21. The relay node according to claim 12, wherein the relay node is
adapted to decide at which point in time the interruptions should
be created; and, wherein the relay node is further adapted to
inform the concerned mobile terminals and/or the eNB during which
time interval an interruption will be created in the second
transmissions.
22. The relay node according to claim 12, wherein the relay node is
adapted to receive, from the eNB, information about at which point
in time the interruptions should be created, and/or wherein the
relay node is further adapted to inform the concerned mobile
terminals during which time interval an interruption will be
created in the second transmissions.
23. An arrangement for operating in a wireless communication system
comprising: an evolved Node B (eNB) controlling a donor cell; and,
a relay node; wherein the eNB is adapted to send first
transmissions to the relay node, and the relay node is adapted to
send second transmissions to at least one mobile terminal connected
to the relay node, the first and second transmissions taking place
in overlapping frequency bands; and, wherein the relay node is
configured to: create at least one interruption in second
transmissions to the mobile terminal(s); and, receive first
transmissions from the eNB controlling the donor cell during said
at least one interruption.
24. An evolved Node B (eNB) for a wireless communication system,
the eNB adapted to send first transmissions to a relay node, which
is adapted to send second transmissions to a least one terminal
connected to the relay node, wherein the first and second
transmissions take place in overlapping frequency bands, the eNB
being further adapted to send first transmissions to the relay node
during an interruption of the second transmissions.

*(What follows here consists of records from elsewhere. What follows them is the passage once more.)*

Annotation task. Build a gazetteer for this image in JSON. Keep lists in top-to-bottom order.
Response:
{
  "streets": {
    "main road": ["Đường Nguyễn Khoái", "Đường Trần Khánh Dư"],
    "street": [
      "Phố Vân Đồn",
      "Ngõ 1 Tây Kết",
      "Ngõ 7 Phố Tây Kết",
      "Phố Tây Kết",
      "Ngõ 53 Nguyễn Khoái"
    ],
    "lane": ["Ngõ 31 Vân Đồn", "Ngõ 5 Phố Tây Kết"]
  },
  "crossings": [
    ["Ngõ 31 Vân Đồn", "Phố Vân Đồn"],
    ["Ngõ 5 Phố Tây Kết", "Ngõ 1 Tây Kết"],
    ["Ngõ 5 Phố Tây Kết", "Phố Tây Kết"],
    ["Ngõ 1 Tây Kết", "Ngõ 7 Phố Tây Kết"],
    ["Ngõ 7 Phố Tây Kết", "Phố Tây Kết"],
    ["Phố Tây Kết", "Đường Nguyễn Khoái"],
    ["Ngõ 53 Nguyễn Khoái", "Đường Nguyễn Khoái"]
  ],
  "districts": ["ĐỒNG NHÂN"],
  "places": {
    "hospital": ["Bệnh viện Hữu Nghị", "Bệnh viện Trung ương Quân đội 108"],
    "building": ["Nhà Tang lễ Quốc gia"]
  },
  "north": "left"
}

25. The evolved Node B according to claim 24, wherein the at least
one interruption is created by using a Multicast/Broadcast Single
Frequency Network (MBSFN) subframe format for the second
transmissions.
26. The evolved Node B according to claim 24, wherein said at least
one interruption is created by using a Multicast/Broadcast Single
Frequency Network (MBSFN) subframe format that is backwards
compatible with legacy mobile terminals.
27. The evolved Node B according to claim 24, wherein said at least
one interruption is created by using a Multicast/Broadcast Single
Frequency Network (MBSFN) subframe format in which the subframe
contents are limited to reference symbols and control signalling,
which are allocated in less than 3 OFDM symbols of the
subframe.
28. The evolved Node B according to claim 24, wherein the eNB is
adapted to time-shift subframes of the first transmissions from the
eNB to the relay node for one or more OFDM symbol durations
relative to the subframes of the second transmissions.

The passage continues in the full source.